Samarinda, VivaNusantara — Tak lama lagi tahun ajaran baru 2025/2026 dimulai. Sejumlah orang tua siswa di Kalimantan Timur (Kaltim) kini dilanda kebingungan terkait pelaksanaan Program Gratispol, khususnya dalam hal pembagian seragam sekolah.
Bagaimana tidak, hingga saat ini belum ada kejelasan waktu pendistribusian seragam tersebut. Tak heran hal ini pun membuat sebagian orang tua ragu mengambil keputusan untuk membeli seragam sendiri atau menunggu bantuan pemerintah.
Program Gratispol yang diluncurkan oleh Pemerintah Provinsi Kalimantan Timur sejak April 2025 mencakup bantuan seragam, sepatu, dan tas bagi siswa baru jenjang SMA/SMK/SLB. Namun hingga kini, banyak orangtua belum menerima informasi pasti kapan dan bagaimana seragam tersebut akan disalurkan.
“Saya takut beli seragam sekarang, nanti ternyata dapat dari sekolah. Tapi kalau nggak beli, anak saya bisa masuk tanpa seragam. Kami bingung,” kata salah satu orang tua siswa di Samarinda, Rabu (9/7/2025).
Kebingungan ini muncul karena belum adanya informasi teknis resmi dari sekolah maupun Dinas Pendidikan dan Kebudayaan (Disdikbud) Kaltim. Beberapa orang tua bahkan mengaku belum tahu apakah sekolah anak mereka termasuk dalam daftar penerima bantuan seragam tahun ini.
Pemerintah Provinsi Kaltim melalui Dinas Pendidikan dan Kebudayaan (Disdikbud) menyatakan, program seragam gratis tersebut memang akan dilaksanakan secara bertahap. Pelaksana Tugas (Plt) Kepala Disdikbud Kaltim, Armin, menegaskan bahwa target pelaksanaan penuh program ini ditetapkan hingga maksimal tahun 2026.

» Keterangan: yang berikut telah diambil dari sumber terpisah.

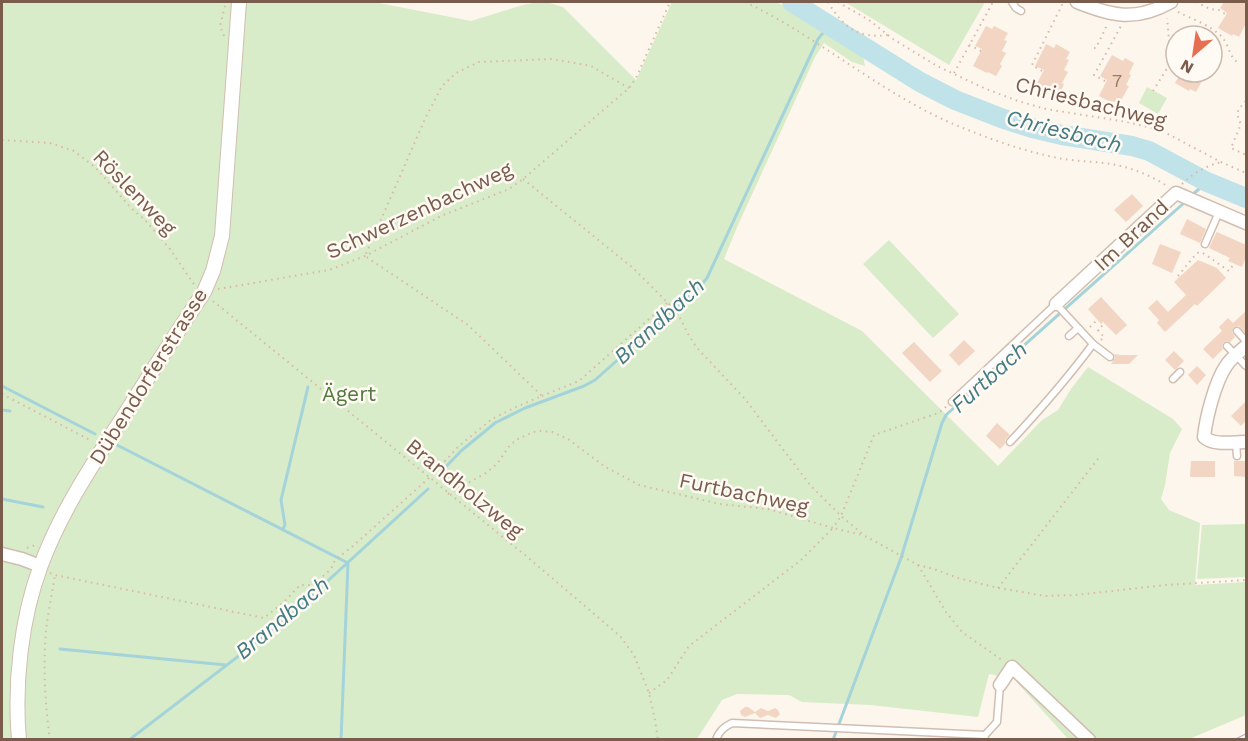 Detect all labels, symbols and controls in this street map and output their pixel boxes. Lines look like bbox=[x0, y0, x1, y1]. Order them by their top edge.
north arrow bbox=[1164, 24, 1224, 84]
text: N bbox=[1177, 55, 1197, 78]
house number: 7 bbox=[1112, 70, 1122, 91]
street label: Chriesbachweg bbox=[1013, 71, 1169, 133]
water label: Chriesbach bbox=[1003, 104, 1125, 158]
street label: Röslenweg bbox=[88, 144, 182, 241]
street label: Schwerzenbachweg bbox=[322, 156, 517, 264]
street label: Im Brand bbox=[1088, 194, 1174, 276]
water label: Brandbach bbox=[609, 273, 709, 369]
street label: Dübendorferstrasse bbox=[84, 283, 212, 469]
water label: Furtbach bbox=[946, 336, 1032, 418]
park label: Ägert bbox=[322, 381, 376, 406]
street label: Brandholzweg bbox=[401, 433, 529, 543]
street label: Furtbachweg bbox=[677, 467, 812, 519]
water label: Brandbach bbox=[230, 572, 334, 664] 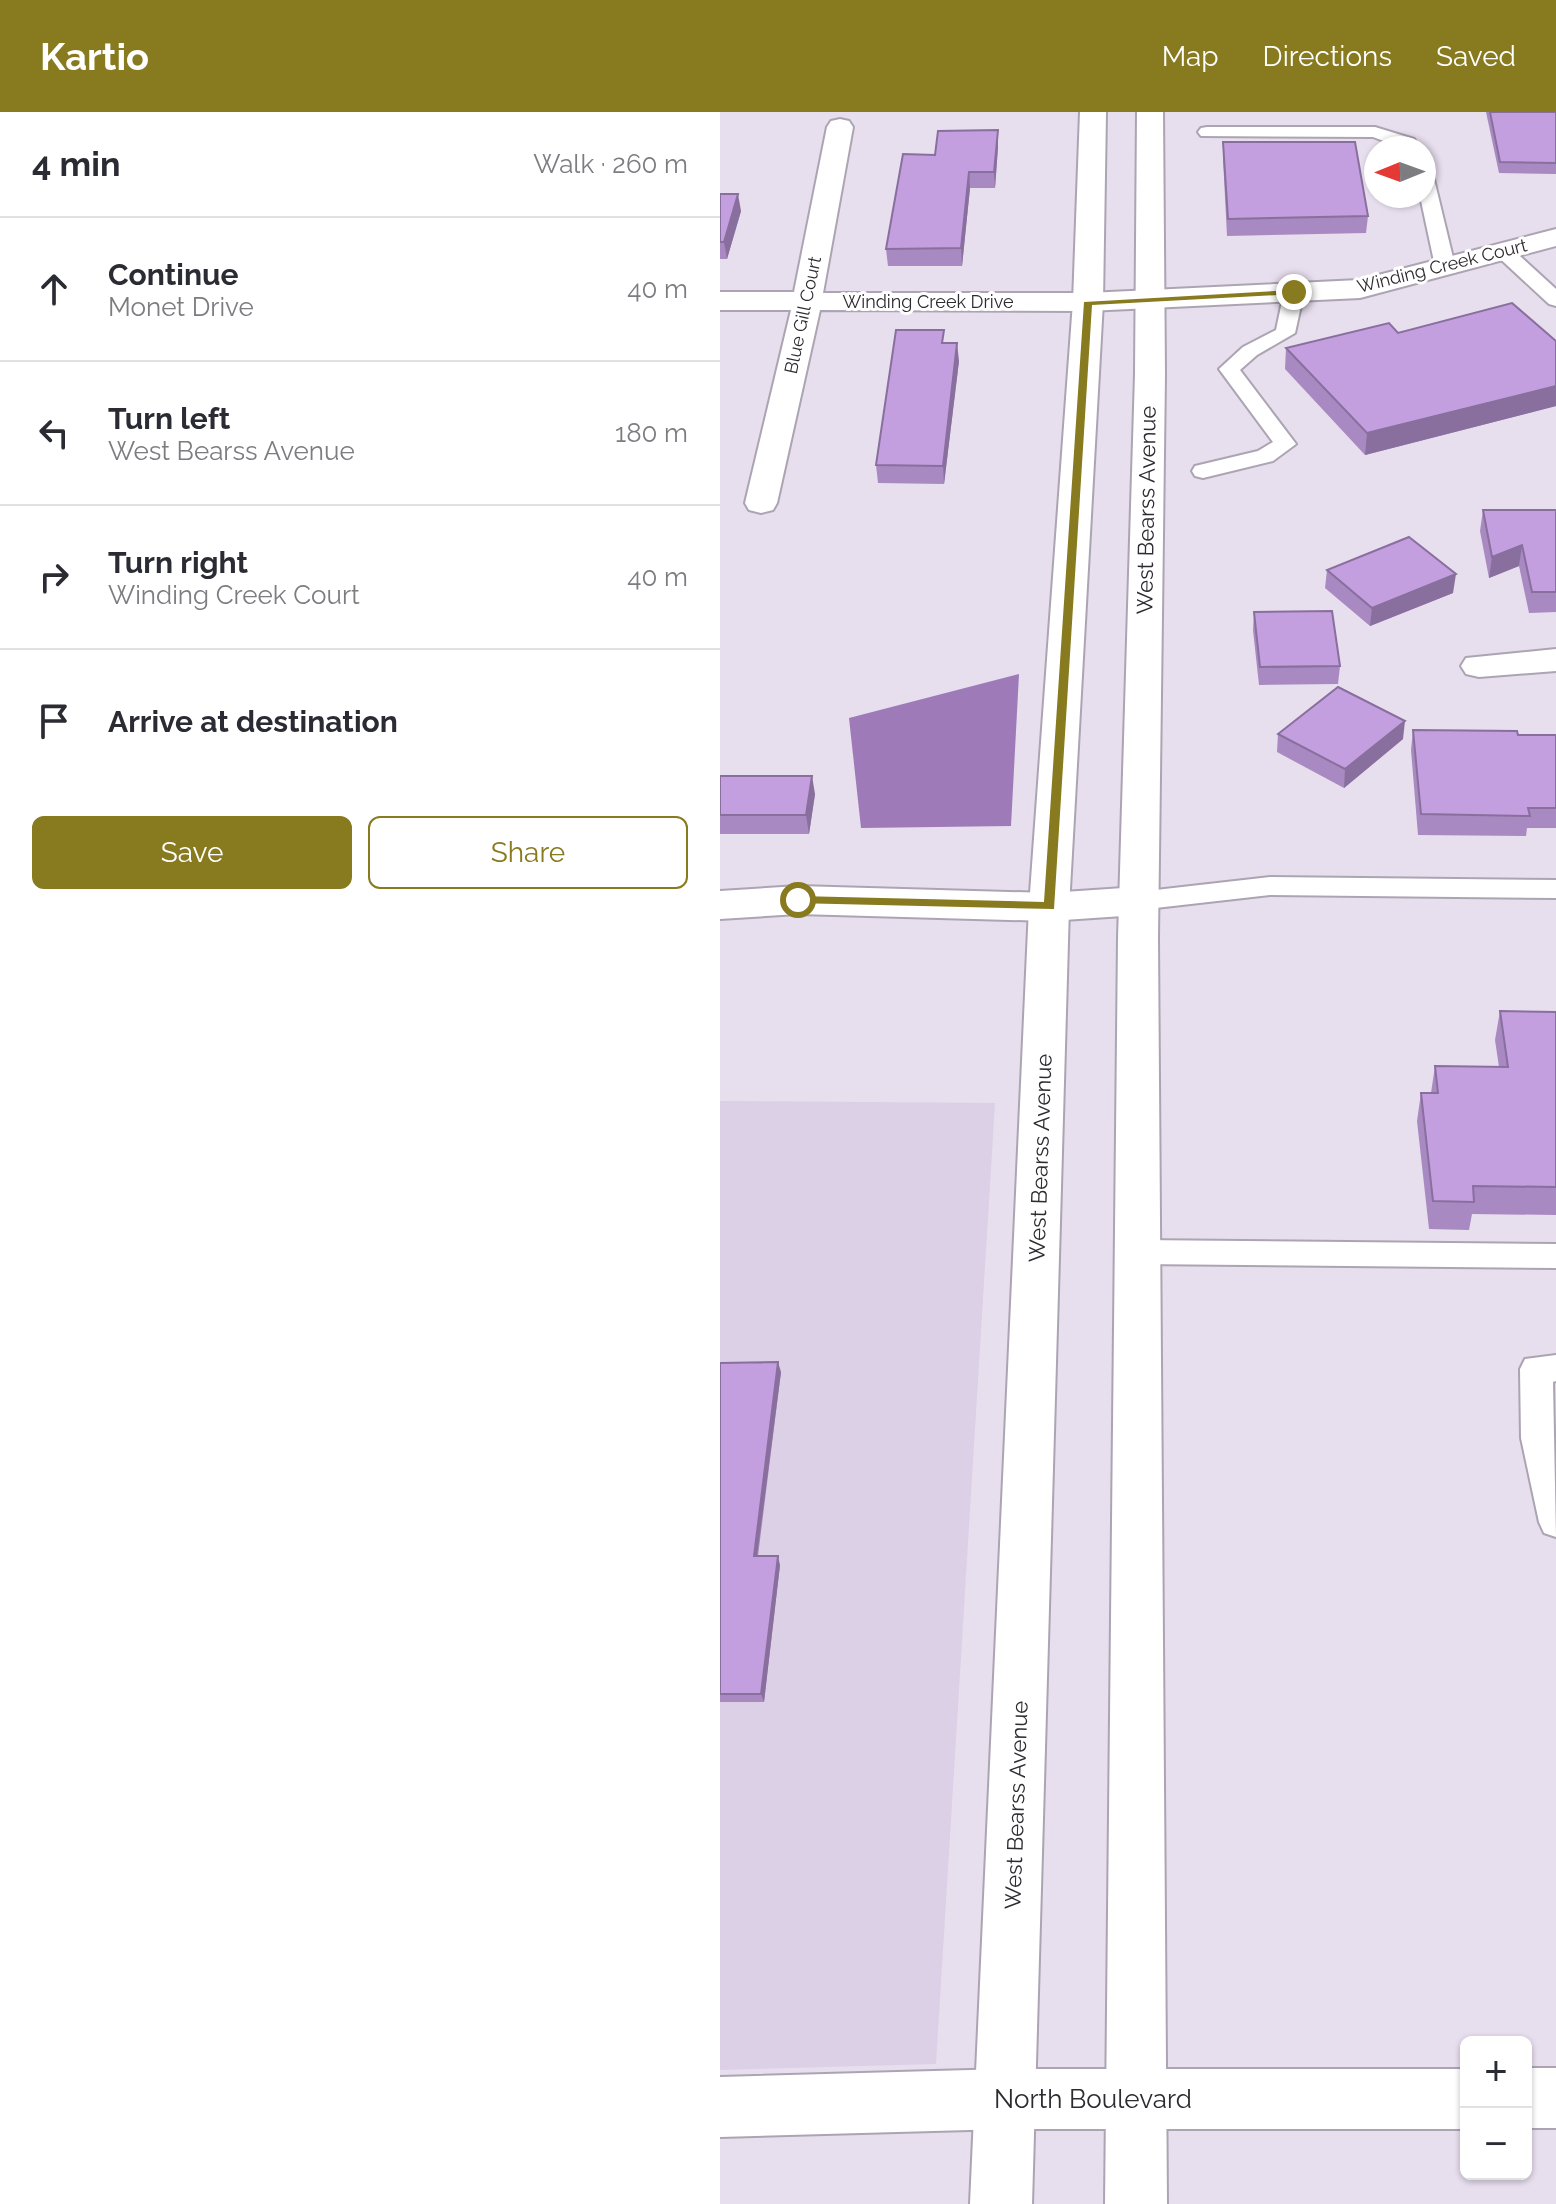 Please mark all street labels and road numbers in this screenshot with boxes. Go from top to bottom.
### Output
street label: Winding Creek Court [1355,234,1529,297]
street label: Blue Gill Court [780,254,825,376]
street label: Winding Creek Drive [842,291,1014,312]
street label: West Bearss Avenue [1131,405,1161,615]
street label: West Bearss Avenue [1023,1053,1057,1263]
street label: West Bearss Avenue [999,1700,1033,1910]
street label: North Boulevard [994,2084,1192,2114] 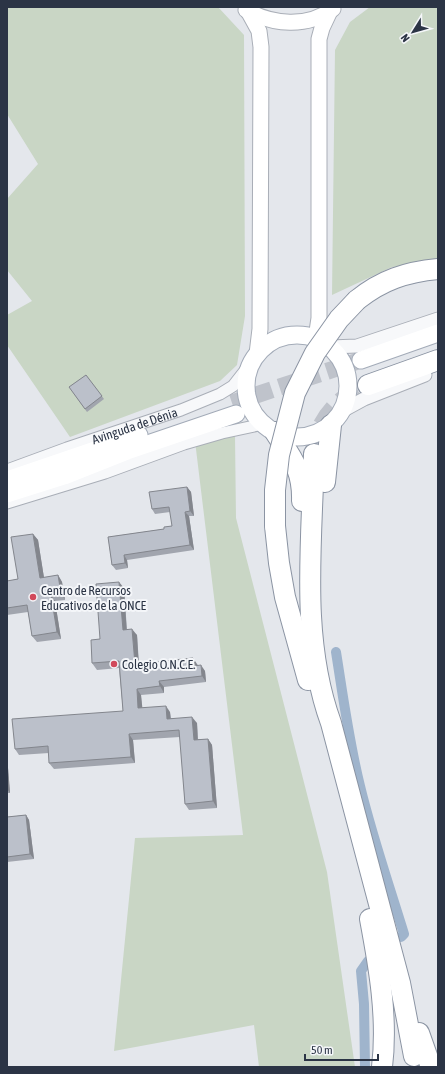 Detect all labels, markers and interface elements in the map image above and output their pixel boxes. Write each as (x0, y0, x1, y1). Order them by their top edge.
north arrow (393, 12, 433, 52)
text: N (398, 32, 412, 44)
street label: Avinguda de Dénia (90, 405, 179, 447)
place label: Centro de Recursos Educativos de la ONCE (41, 583, 147, 613)
marker: Centro de Recursos Educativos de la ONCE (28, 592, 38, 602)
place label: Colegio O.N.C.E. (122, 657, 195, 672)
marker: Colegio O.N.C.E. (109, 659, 119, 669)
scale bar (305, 1036, 378, 1062)
text: 50 m (311, 1043, 333, 1057) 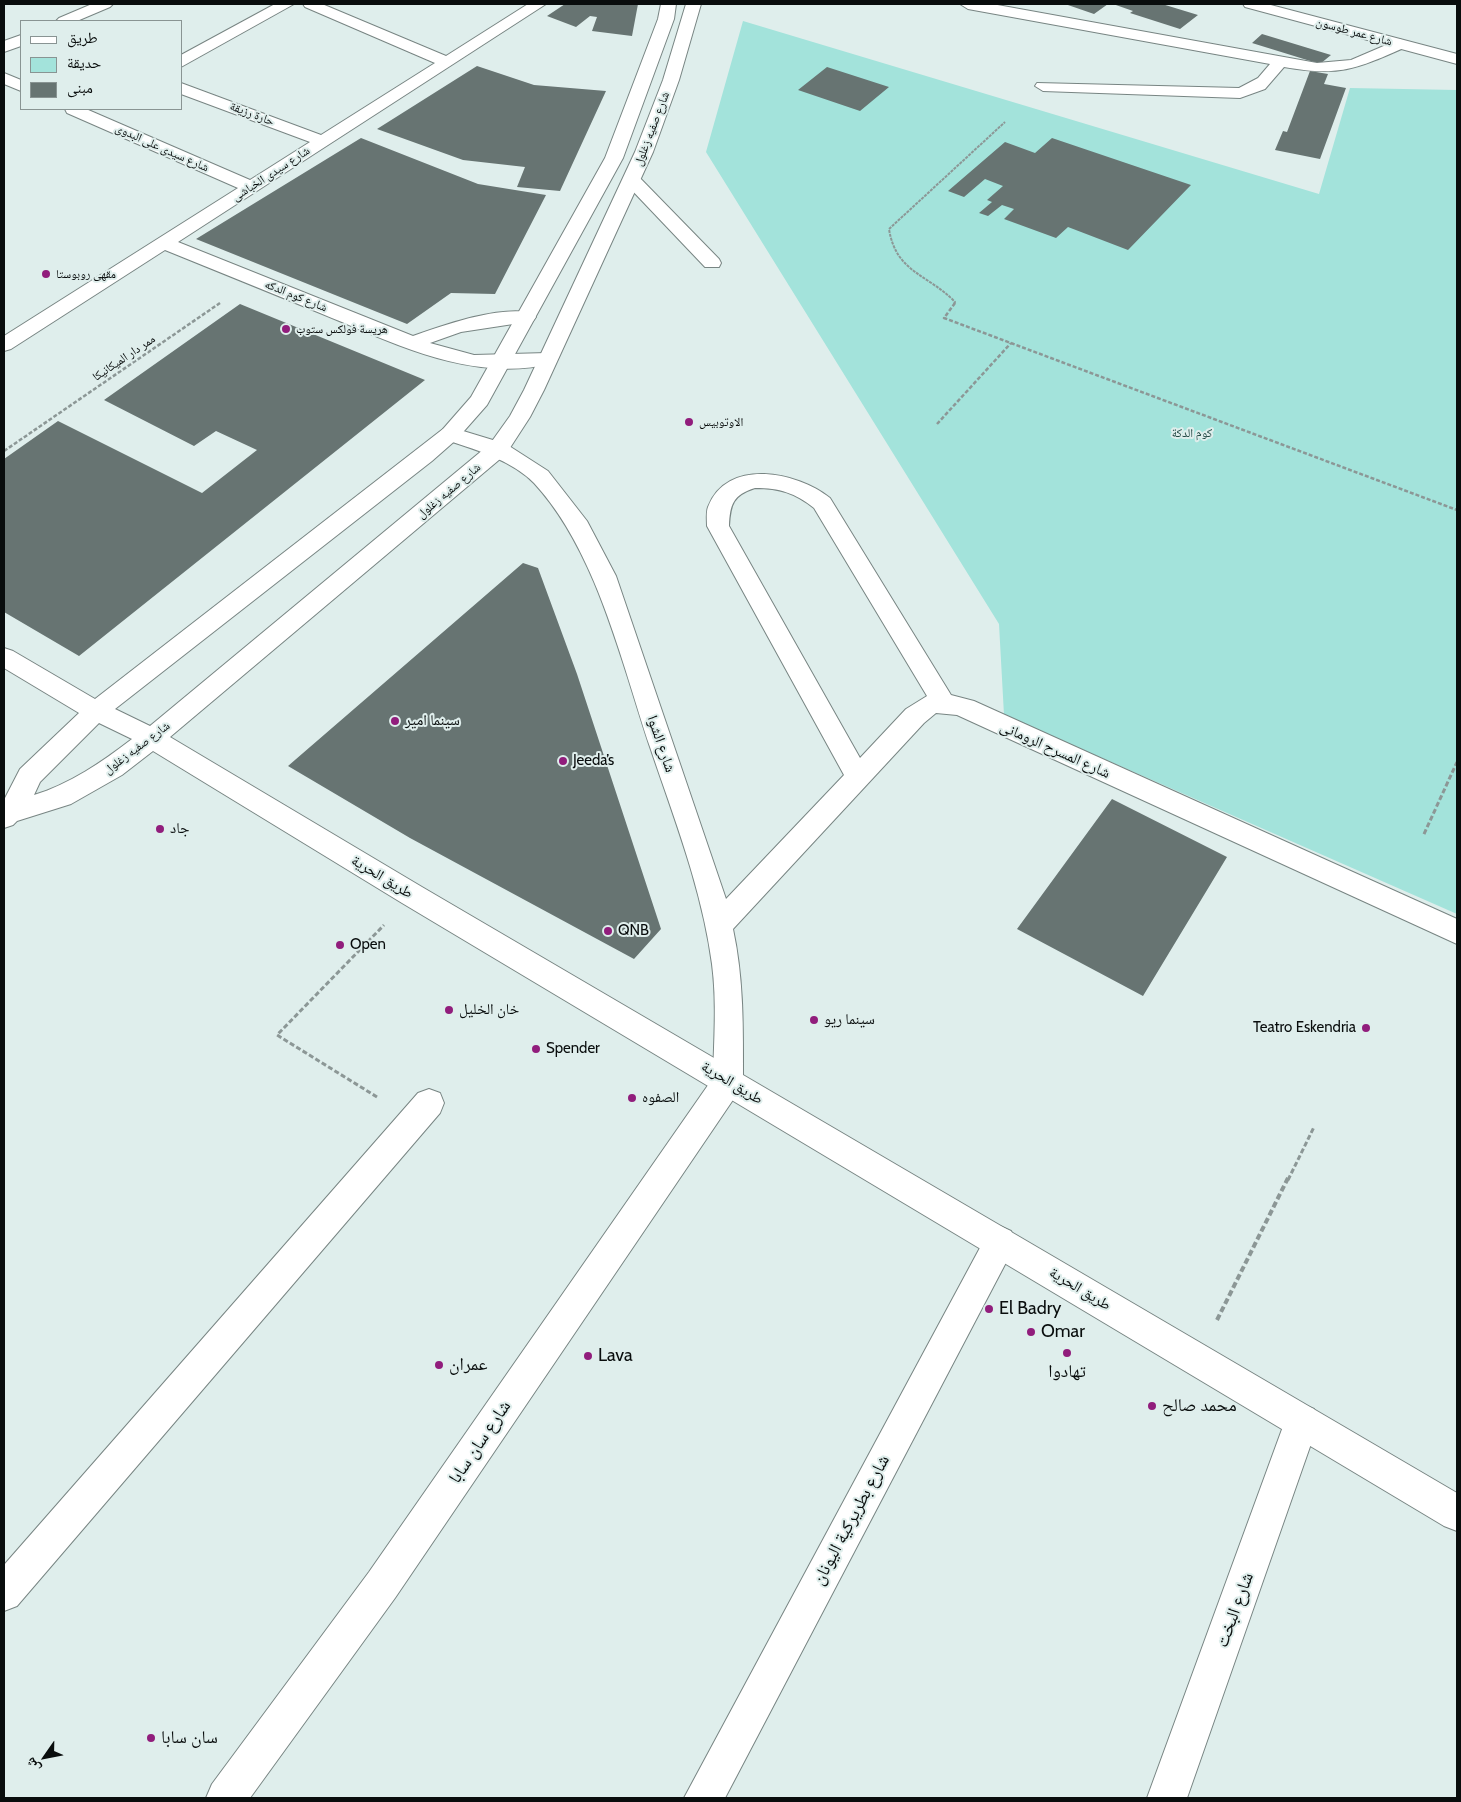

“Program ini telah menjadi bagian dari agenda strategis pimpinan daerah, dan kami menargetkan realisasi maksimal pada tahun 2026,” ujar Armin.
Ia menjelaskan, keterlambatan pelaksanaan disebabkan oleh penyesuaian anggaran karena APBD 2025 disusun di masa pemerintahan sebelumnya. Meski begitu, beberapa distribusi seragam sudah bisa dimulai tahun ini, meskipun belum mencakup seluruh siswa.
“Tahun ini kemungkinan sudah ada distribusi seragam kepada peserta didik. Namun kami masih melakukan penyesuaian anggaran yang tersedia. Insya Allah, pada 2026 akan dapat direalisasikan secara menyeluruh,” terangnya.
Armin juga mengingatkan agar pihak sekolah tidak membebani orangtua dengan kewajiban membeli seragam di luar program pemerintah. Jika belum memiliki seragam baru, siswa diizinkan menggunakan seragam lama atau meminjam dari keluarga.
“Sekolah hendaknya tidak mewajibkan orang tua untuk membeli seragam jika belum memungkinkan,” tegasnya.
Diketahui, program GratisPol mencakup bantuan seragam nasional, pramuka, tas, dan sepatu. Pengadaan dilakukan melalui pelaku UMKM lokal untuk menjaga kualitas sekaligus mendukung perekonomian daerah.